(Beginning of THE RECORDS)

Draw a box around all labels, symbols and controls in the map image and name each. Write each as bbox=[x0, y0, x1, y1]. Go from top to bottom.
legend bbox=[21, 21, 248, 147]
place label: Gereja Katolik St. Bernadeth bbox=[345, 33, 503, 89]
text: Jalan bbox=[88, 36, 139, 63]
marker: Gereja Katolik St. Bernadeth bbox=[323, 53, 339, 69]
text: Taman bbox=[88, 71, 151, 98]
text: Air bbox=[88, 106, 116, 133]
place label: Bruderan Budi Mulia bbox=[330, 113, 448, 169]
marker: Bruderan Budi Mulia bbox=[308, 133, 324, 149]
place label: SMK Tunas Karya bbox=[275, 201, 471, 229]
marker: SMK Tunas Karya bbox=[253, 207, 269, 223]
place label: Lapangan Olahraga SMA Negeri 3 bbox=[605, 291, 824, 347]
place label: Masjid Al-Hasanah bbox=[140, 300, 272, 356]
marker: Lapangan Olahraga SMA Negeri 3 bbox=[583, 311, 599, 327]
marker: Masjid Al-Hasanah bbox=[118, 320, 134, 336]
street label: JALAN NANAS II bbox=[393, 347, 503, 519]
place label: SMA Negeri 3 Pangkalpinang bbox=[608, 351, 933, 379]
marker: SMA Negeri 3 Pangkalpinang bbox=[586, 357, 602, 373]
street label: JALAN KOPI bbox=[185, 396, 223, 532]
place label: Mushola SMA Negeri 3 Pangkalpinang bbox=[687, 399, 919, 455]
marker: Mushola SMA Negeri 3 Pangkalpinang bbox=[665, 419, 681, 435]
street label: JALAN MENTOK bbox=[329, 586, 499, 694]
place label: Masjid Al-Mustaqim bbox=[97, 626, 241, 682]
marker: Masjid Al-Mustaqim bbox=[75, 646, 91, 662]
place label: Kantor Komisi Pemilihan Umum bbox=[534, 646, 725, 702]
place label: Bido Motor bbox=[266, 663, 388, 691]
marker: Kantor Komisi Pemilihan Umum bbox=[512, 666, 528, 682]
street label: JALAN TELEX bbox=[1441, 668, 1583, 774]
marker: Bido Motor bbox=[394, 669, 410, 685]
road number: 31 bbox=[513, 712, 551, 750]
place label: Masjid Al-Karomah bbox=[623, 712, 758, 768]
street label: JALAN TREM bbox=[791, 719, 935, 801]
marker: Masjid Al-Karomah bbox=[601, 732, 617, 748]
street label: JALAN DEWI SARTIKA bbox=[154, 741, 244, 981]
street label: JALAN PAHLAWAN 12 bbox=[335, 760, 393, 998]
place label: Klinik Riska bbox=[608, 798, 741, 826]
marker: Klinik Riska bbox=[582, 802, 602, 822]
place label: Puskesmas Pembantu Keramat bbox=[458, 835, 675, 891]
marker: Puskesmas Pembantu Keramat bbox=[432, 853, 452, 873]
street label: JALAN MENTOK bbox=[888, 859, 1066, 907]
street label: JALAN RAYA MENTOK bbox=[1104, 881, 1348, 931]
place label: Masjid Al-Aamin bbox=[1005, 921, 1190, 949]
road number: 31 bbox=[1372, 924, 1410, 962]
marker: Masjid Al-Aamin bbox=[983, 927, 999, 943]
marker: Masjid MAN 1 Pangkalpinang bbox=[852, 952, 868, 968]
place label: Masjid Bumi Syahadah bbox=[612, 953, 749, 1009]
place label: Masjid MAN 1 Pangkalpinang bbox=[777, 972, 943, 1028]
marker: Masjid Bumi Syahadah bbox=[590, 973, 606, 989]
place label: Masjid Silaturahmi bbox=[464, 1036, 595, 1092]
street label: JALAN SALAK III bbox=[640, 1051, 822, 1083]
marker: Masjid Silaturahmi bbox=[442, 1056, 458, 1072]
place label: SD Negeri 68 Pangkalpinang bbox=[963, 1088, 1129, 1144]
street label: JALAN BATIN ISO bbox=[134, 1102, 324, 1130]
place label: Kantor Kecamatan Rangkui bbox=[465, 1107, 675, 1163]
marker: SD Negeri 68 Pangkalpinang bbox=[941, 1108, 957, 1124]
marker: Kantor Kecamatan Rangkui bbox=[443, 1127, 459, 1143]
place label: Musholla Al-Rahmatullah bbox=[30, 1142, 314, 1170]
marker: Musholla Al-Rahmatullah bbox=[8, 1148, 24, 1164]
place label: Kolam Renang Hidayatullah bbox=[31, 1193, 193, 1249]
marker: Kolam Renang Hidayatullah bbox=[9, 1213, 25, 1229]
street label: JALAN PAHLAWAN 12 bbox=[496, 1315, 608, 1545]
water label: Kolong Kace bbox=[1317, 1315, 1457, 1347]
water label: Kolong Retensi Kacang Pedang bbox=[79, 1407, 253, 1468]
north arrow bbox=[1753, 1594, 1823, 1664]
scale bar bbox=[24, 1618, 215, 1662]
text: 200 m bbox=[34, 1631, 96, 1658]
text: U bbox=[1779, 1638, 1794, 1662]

(End of THE RECORDS)

• EXERCISE REQUIREMENTS: Reply with nothing but a number: how many lines of the entries above contain the string "Puskesmas"?

• EXERCISE RESULT: 2